By default, all collected metrics have “Bounds” level, meaning upper and lower bounds are calculated, a model is built for the metric, but no anomaly alerts are generated. Carefully consider what metrics you want to use for anomaly detection as too many false positives may lead persons dealing with the Alert to ignore them in the long run.

To understand the following part it is good to understand the order Metric Anomaly -> IT Alert . This can be accomplished with Metric Configuration rules in this section. This defines the actions based on a single metric going out of bounds.

The order Metric Anomaly -> Anomaly Alert(s) -> IT Alert can be accomplished with the Advanced Promotion Engine in the next section. This gives greater control so that IT Alerts will be generated once a number or metrics go out of bounds. For now we will configure what happens to a single Metric.

To setup the configuration on Metric Config Rules

Setup a rule so that the metric(s) you desire to be included are selected by the conditions. But you can select individual metrics by making "Metric Type Id" a selection criteria. When the selecting is correct with the Preview you can right click the top bar and Save. Then use New to determine what the out come needs to be, for the name use "anomaly_detection_action_level" and for the Choice see below.

If you have a metric that you want to directly create IT Alerts for select IT Alerts in the Choice field.

If you want multiple metrics to be anomalous before creating an IT Alert select Anomaly Alerts. Let's go with the latter one and setup that up in the next step.

So now when for 1 or more metrics go out of their bounds Anomaly Alerts are created.

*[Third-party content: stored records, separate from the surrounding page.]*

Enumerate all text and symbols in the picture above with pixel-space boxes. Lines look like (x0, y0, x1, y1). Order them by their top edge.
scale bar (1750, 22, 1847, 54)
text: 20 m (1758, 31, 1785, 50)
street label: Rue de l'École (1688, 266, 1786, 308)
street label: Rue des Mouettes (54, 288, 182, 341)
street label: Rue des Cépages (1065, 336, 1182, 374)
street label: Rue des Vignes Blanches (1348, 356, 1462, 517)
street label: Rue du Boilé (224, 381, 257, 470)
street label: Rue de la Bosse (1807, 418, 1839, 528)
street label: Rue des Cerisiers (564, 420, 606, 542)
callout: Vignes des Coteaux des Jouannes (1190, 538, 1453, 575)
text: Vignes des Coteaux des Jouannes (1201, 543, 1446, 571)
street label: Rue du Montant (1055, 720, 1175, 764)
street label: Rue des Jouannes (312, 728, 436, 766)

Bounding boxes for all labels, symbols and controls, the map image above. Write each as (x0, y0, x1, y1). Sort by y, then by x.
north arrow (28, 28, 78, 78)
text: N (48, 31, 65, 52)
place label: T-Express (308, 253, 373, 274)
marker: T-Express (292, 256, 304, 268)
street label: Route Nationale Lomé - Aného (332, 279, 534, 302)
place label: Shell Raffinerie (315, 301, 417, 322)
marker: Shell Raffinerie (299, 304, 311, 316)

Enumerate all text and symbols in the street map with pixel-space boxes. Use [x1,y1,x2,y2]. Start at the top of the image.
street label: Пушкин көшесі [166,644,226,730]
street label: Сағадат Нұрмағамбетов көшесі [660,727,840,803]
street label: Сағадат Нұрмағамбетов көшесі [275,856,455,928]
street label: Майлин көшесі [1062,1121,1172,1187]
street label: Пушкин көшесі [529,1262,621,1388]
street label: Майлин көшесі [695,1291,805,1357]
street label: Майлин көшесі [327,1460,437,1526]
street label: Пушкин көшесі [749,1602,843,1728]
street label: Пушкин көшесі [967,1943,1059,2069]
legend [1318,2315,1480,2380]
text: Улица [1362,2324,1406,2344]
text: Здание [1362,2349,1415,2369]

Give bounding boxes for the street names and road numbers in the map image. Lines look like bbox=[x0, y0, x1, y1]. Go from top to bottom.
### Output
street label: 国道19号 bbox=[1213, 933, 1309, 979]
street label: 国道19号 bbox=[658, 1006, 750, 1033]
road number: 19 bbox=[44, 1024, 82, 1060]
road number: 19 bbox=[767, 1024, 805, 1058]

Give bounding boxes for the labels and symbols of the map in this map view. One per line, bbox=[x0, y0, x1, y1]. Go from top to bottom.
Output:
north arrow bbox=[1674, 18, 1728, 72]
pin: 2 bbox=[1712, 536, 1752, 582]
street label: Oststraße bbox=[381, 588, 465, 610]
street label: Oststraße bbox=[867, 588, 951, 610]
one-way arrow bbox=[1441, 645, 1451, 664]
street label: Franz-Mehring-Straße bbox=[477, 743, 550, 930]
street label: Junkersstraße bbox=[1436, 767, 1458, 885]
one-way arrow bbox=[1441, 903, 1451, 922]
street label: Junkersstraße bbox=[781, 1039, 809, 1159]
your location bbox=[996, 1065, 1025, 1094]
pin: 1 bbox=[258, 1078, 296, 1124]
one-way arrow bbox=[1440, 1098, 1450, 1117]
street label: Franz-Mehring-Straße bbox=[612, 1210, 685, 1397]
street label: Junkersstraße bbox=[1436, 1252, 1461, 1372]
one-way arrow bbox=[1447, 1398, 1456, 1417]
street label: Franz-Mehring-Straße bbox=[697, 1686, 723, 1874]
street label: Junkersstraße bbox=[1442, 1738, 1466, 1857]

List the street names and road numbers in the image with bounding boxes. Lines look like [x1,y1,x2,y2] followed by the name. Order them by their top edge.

A view of the Anomalies and their severity in the Insight Explorer view

4. From Anomaly Alerts to IT Alerts

In the previous steps we selected "Anomaly Alert" when a Metric Anomaly occurs. With the Advanced Promotion Engine we can determine a more granular approach creating IT Alerts for a CI class. The inputs are a CI filter, the minimum Anomaly alert severity, Number of Anomaly Alerts and the time window in which they need to occur collectively. This allows for a configuration that requires more then 1 metric to be anomalous for a set period of time. Reducing the chance of too many false positives.

Select New

Add the following data fields. Note the field that says it will not create IT Alert for CI's younger then 7 days. CI's younger then 7 days may not have valid data and ML applied to it. Hence the grace period.

Fill out the lowest anomaly Severity taken into consideration

Fill out the minimum Number of Alerts that need to have Anomaly Alerts open

Fill out the Time Window in which those Anomaly Alerts need to coincide

5. Results and outcome

When enough metric anomalies occur to trigger the advanced promotion rule an Alert will be visible in the Service Operations Workspace -> Express List

Opening that Alert ID to view the details

Than view the Metrics tab to see the featured Metrics

Then via the icon in the top right right of each metric, Metric Explorer can be accessed.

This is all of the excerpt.